The whole listing, please: repeat it exactly, with the pictures left out.

▶ INFORMATION SHOWN
☆ ☆ ☆

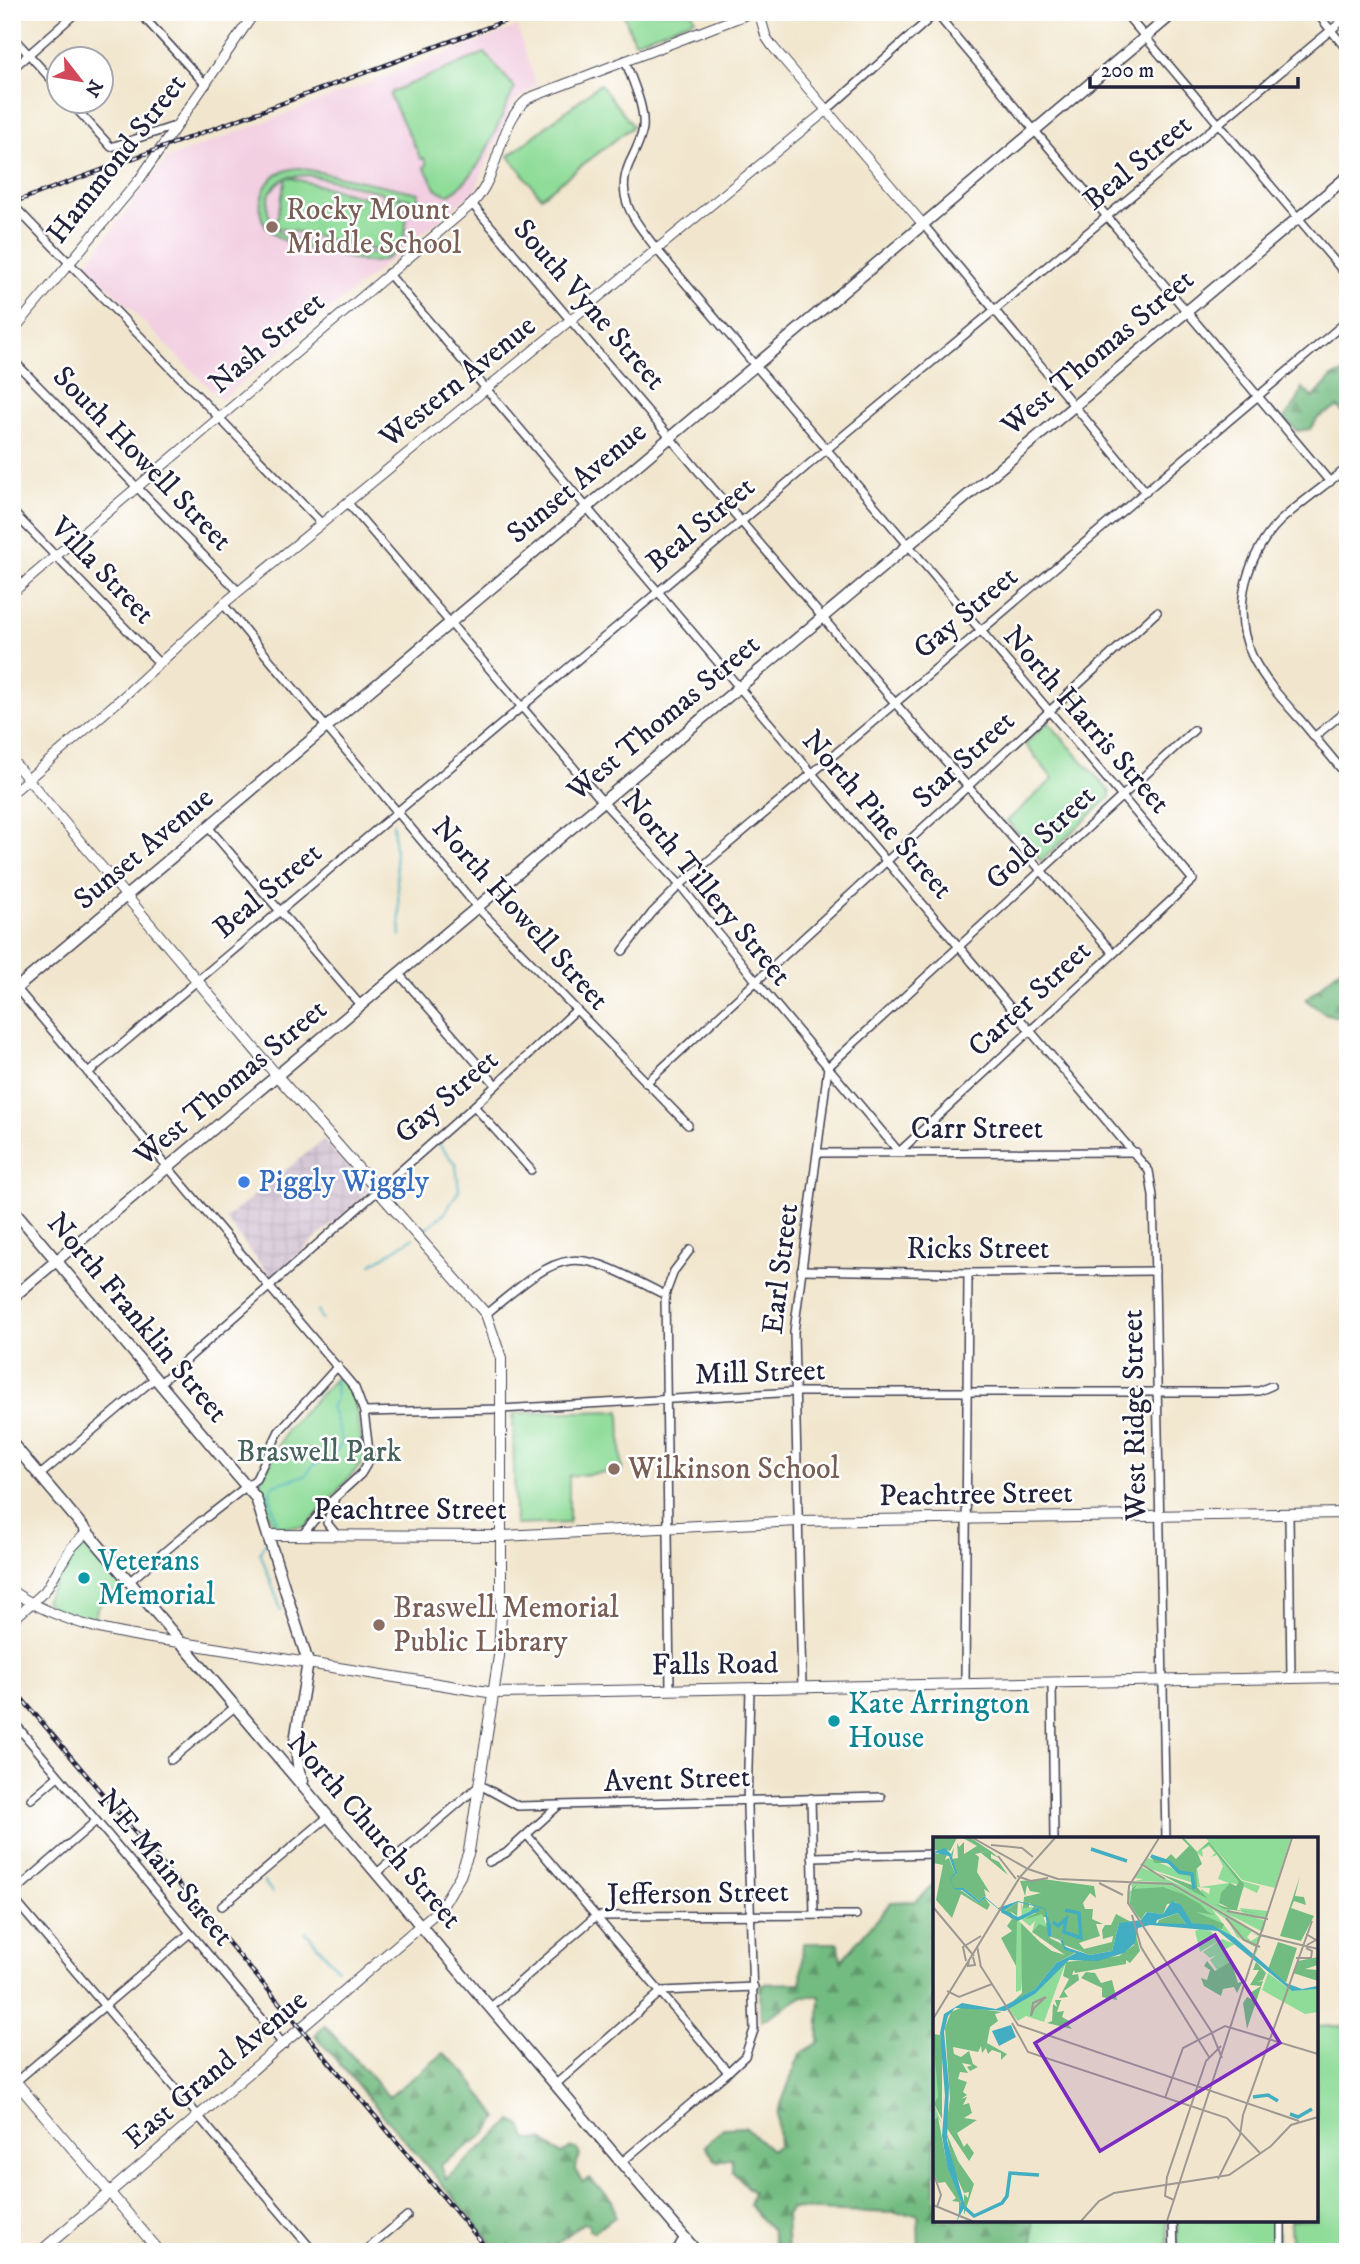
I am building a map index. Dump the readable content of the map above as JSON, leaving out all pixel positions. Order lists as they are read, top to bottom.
{
  "streets": {
    "main road": [
      "West Thomas Street",
      "Sunset Avenue",
      "North Franklin Street",
      "Peachtree Street",
      "Falls Road",
      "North Church Street",
      "East Grand Avenue"
    ],
    "street": [
      "Hammond Street",
      "Beal Street",
      "South Vyne Street",
      "Nash Street",
      "Western Avenue",
      "South Howell Street",
      "Villa Street",
      "Gay Street",
      "North Harris Street",
      "Star Street",
      "North Pine Street",
      "Gold Street",
      "North Tillery Street",
      "North Howell Street",
      "Carter Street",
      "Carr Street",
      "Ricks Street",
      "Earl Street",
      "Mill Street",
      "West Ridge Street",
      "Avent Street",
      "NE Main Street",
      "Jefferson Street"
    ]
  },
  "crossings": [
    ["Beal Street", "South Vyne Street"],
    ["Beal Street", "North Harris Street"],
    ["Beal Street", "North Pine Street"],
    ["Beal Street", "North Tillery Street"],
    ["Beal Street", "North Howell Street"],
    ["South Vyne Street", "Nash Street"],
    ["South Vyne Street", "West Thomas Street"],
    ["South Vyne Street", "Western Avenue"],
    ["South Vyne Street", "Sunset Avenue"],
    ["South Vyne Street", "Gay Street"],
    ["South Vyne Street", "Star Street"],
    ["South Vyne Street", "Gold Street"],
    ["South Vyne Street", "Carter Street"],
    ["Nash Street", "South Howell Street"],
    ["Nash Street", "Villa Street"],
    ["Nash Street", "North Harris Street"],
    ["Nash Street", "North Pine Street"],
    ["West Thomas Street", "North Harris Street"],
    ["West Thomas Street", "North Pine Street"],
    ["West Thomas Street", "North Tillery Street"],
    ["West Thomas Street", "North Howell Street"],
    ["West Thomas Street", "North Franklin Street"],
    ["Western Avenue", "South Howell Street"],
    ["Western Avenue", "Villa Street"],
    ["Western Avenue", "North Harris Street"],
    ["Western Avenue", "North Pine Street"],
    ["Western Avenue", "North Tillery Street"],
    ["Sunset Avenue", "North Harris Street"],
    ["Sunset Avenue", "North Pine Street"],
    ["Sunset Avenue", "North Tillery Street"],
    ["Sunset Avenue", "North Howell Street"],
    ["Gay Street", "North Harris Street"],
    ["Gay Street", "North Pine Street"],
    ["Gay Street", "North Tillery Street"],
    ["Gay Street", "North Howell Street"],
    ["Gay Street", "North Franklin Street"],
    ["Gay Street", "North Church Street"],
    ["North Harris Street", "Star Street"],
    ["North Harris Street", "Gold Street"],
    ["North Harris Street", "Carter Street"],
    ["Star Street", "North Pine Street"],
    ["Star Street", "North Tillery Street"],
    ["Star Street", "North Howell Street"],
    ["North Pine Street", "Gold Street"],
    ["North Pine Street", "Carter Street"],
    ["North Pine Street", "Carr Street"],
    ["North Pine Street", "West Ridge Street"],
    ["Gold Street", "North Tillery Street"],
    ["Gold Street", "Earl Street"],
    ["North Tillery Street", "Carter Street"],
    ["North Tillery Street", "Carr Street"],
    ["North Tillery Street", "Earl Street"],
    ["Carter Street", "Carr Street"],
    ["Carr Street", "Earl Street"],
    ["Carr Street", "West Ridge Street"],
    ["Ricks Street", "Earl Street"],
    ["Ricks Street", "West Ridge Street"],
    ["Earl Street", "Mill Street"],
    ["Earl Street", "Peachtree Street"],
    ["Earl Street", "Falls Road"],
    ["North Franklin Street", "Peachtree Street"],
    ["North Franklin Street", "Falls Road"],
    ["Mill Street", "West Ridge Street"],
    ["Mill Street", "East Grand Avenue"],
    ["West Ridge Street", "Peachtree Street"],
    ["West Ridge Street", "Falls Road"],
    ["Peachtree Street", "East Grand Avenue"],
    ["Falls Road", "North Church Street"],
    ["Falls Road", "East Grand Avenue"],
    ["Avent Street", "East Grand Avenue"],
    ["North Church Street", "Jefferson Street"],
    ["North Church Street", "East Grand Avenue"],
    ["NE Main Street", "East Grand Avenue"]
  ],
  "parks": ["Braswell Park"],
  "places": [
    "Rocky Mount Middle School",
    "Piggly Wiggly",
    "Wilkinson School",
    "Veterans Memorial",
    "Braswell Memorial Public Library",
    "Kate Arrington House"
  ],
  "scale_bar": "200 m",
  "north": "bottom right"
}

☆ ☆ ☆

▶ ANSWER SECTION
I am building a map index. Dump the readable content of the map above as JSON, leaving out all pixel positions. Order lists as they are read, top to bottom.
{
  "streets": {
    "main road": [
      "West Thomas Street",
      "Sunset Avenue",
      "North Franklin Street",
      "Peachtree Street",
      "Falls Road",
      "North Church Street",
      "East Grand Avenue"
    ],
    "street": [
      "Hammond Street",
      "Beal Street",
      "South Vyne Street",
      "Nash Street",
      "Western Avenue",
      "South Howell Street",
      "Villa Street",
      "Gay Street",
      "North Harris Street",
      "Star Street",
      "North Pine Street",
      "Gold Street",
      "North Tillery Street",
      "North Howell Street",
      "Carter Street",
      "Carr Street",
      "Ricks Street",
      "Earl Street",
      "Mill Street",
      "West Ridge Street",
      "Avent Street",
      "NE Main Street",
      "Jefferson Street"
    ]
  },
  "crossings": [
    ["Beal Street", "South Vyne Street"],
    ["Beal Street", "North Harris Street"],
    ["Beal Street", "North Pine Street"],
    ["Beal Street", "North Tillery Street"],
    ["Beal Street", "North Howell Street"],
    ["South Vyne Street", "Nash Street"],
    ["South Vyne Street", "West Thomas Street"],
    ["South Vyne Street", "Western Avenue"],
    ["South Vyne Street", "Sunset Avenue"],
    ["South Vyne Street", "Gay Street"],
    ["South Vyne Street", "Star Street"],
    ["South Vyne Street", "Gold Street"],
    ["South Vyne Street", "Carter Street"],
    ["Nash Street", "South Howell Street"],
    ["Nash Street", "Villa Street"],
    ["Nash Street", "North Harris Street"],
    ["Nash Street", "North Pine Street"],
    ["West Thomas Street", "North Harris Street"],
    ["West Thomas Street", "North Pine Street"],
    ["West Thomas Street", "North Tillery Street"],
    ["West Thomas Street", "North Howell Street"],
    ["West Thomas Street", "North Franklin Street"],
    ["Western Avenue", "South Howell Street"],
    ["Western Avenue", "Villa Street"],
    ["Western Avenue", "North Harris Street"],
    ["Western Avenue", "North Pine Street"],
    ["Western Avenue", "North Tillery Street"],
    ["Sunset Avenue", "North Harris Street"],
    ["Sunset Avenue", "North Pine Street"],
    ["Sunset Avenue", "North Tillery Street"],
    ["Sunset Avenue", "North Howell Street"],
    ["Gay Street", "North Harris Street"],
    ["Gay Street", "North Pine Street"],
    ["Gay Street", "North Tillery Street"],
    ["Gay Street", "North Howell Street"],
    ["Gay Street", "North Franklin Street"],
    ["Gay Street", "North Church Street"],
    ["North Harris Street", "Star Street"],
    ["North Harris Street", "Gold Street"],
    ["North Harris Street", "Carter Street"],
    ["Star Street", "North Pine Street"],
    ["Star Street", "North Tillery Street"],
    ["Star Street", "North Howell Street"],
    ["North Pine Street", "Gold Street"],
    ["North Pine Street", "Carter Street"],
    ["North Pine Street", "Carr Street"],
    ["North Pine Street", "West Ridge Street"],
    ["Gold Street", "North Tillery Street"],
    ["Gold Street", "Earl Street"],
    ["North Tillery Street", "Carter Street"],
    ["North Tillery Street", "Carr Street"],
    ["North Tillery Street", "Earl Street"],
    ["Carter Street", "Carr Street"],
    ["Carr Street", "Earl Street"],
    ["Carr Street", "West Ridge Street"],
    ["Ricks Street", "Earl Street"],
    ["Ricks Street", "West Ridge Street"],
    ["Earl Street", "Mill Street"],
    ["Earl Street", "Peachtree Street"],
    ["Earl Street", "Falls Road"],
    ["North Franklin Street", "Peachtree Street"],
    ["North Franklin Street", "Falls Road"],
    ["Mill Street", "West Ridge Street"],
    ["Mill Street", "East Grand Avenue"],
    ["West Ridge Street", "Peachtree Street"],
    ["West Ridge Street", "Falls Road"],
    ["Peachtree Street", "East Grand Avenue"],
    ["Falls Road", "North Church Street"],
    ["Falls Road", "East Grand Avenue"],
    ["Avent Street", "East Grand Avenue"],
    ["North Church Street", "Jefferson Street"],
    ["North Church Street", "East Grand Avenue"],
    ["NE Main Street", "East Grand Avenue"]
  ],
  "parks": ["Braswell Park"],
  "places": [
    "Rocky Mount Middle School",
    "Piggly Wiggly",
    "Wilkinson School",
    "Veterans Memorial",
    "Braswell Memorial Public Library",
    "Kate Arrington House"
  ],
  "scale_bar": "200 m",
  "north": "bottom right"
}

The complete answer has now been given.